Issues also show up after every disastrous relationship. I've been cheated on. The Evil Ex said, on multiple occasions, that poly meant "Do whatever you want", and no amount of logic on my part could change his mind. Partners before him had cheated on me. I noticed that I started feeling a LOT more insecure, and actively asking for reassurance, about the time that the Evil Ex started cheating on me. I never got that reassurance, but I'm pretty sure that some time, in the future, when I do get told that I'm still important to someone, they still care about me, find me attractive, think I'm smart, and want to be with me that I will have very little problem with it.

I have a bit of a possessive streak (in the same way Rush Limbaugh is a bit conservative), and whenever a partner takes of on a date or starts showing interest in another person I get a emotional shock of “HEY! That's MINE!” Usually distancing myself from the situation and cooling down a bit helps. The root of that one is about the same as jealousy- I don't want to be replaced by the new shiny person. New Relationship Energy is threatening, especially if you don't get that mound of reassurance.

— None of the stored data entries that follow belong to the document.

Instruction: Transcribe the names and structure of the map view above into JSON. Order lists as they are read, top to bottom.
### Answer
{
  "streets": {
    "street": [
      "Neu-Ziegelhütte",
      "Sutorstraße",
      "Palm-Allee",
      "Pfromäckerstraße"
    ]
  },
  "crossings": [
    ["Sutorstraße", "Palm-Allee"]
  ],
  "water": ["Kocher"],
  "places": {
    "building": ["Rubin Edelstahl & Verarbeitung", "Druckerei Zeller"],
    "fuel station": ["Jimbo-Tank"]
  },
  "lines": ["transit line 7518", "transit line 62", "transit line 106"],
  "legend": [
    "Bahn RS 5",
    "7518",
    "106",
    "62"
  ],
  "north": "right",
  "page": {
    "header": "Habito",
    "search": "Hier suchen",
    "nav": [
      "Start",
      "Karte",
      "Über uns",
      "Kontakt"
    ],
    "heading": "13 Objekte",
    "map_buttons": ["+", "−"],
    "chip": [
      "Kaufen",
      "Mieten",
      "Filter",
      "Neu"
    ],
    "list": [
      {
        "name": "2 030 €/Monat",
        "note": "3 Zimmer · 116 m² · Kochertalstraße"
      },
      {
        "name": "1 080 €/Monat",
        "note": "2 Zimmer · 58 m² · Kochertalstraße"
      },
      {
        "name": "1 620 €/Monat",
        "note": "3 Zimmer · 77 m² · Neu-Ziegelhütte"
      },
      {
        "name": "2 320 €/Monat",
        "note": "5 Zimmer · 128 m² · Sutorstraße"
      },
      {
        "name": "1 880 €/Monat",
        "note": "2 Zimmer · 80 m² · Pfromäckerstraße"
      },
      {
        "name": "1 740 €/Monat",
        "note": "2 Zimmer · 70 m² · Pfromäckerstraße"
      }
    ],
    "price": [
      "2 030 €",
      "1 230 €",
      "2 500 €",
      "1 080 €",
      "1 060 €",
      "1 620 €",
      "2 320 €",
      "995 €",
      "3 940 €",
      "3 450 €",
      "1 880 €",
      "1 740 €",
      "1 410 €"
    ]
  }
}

I guess the best way to reassure a partner like me is to spend some extra time, not even a lot, romancing them. If you need some ideas, here are things I am pretty sure would work for me. I’m not sure exactly how to reassure a guy, but this is where I would start.

None of this will work if you only do it before you want to get laid. But, if you do this sort of little thing consistently it makes a huge difference in the quality of a relationship. It’s like maintaining a car, every so often you have to put in gas, change the oil, change the air filter, and wash it. If all you do is drive it, pretty soon it won’t work. It's really hard to deal with feelings of jealousy in a productive fashion that is beneficial to yourself and the relationship when you don't have that extra bit of affection directed towards you. When there is another person involved, it's really easy to feel like you’re being left out.

Jealousy happens in every relationship, especially a poly one. You have to let your partners know, and deal with it in a productive fashion. Never feel guilty for feeling jealous. Feelings happen, it’s how you deal with them that matters. If you recognize that jealousy is going to hit, and try to come up with supportive ways to cope with it, it will make things go a lot smoother.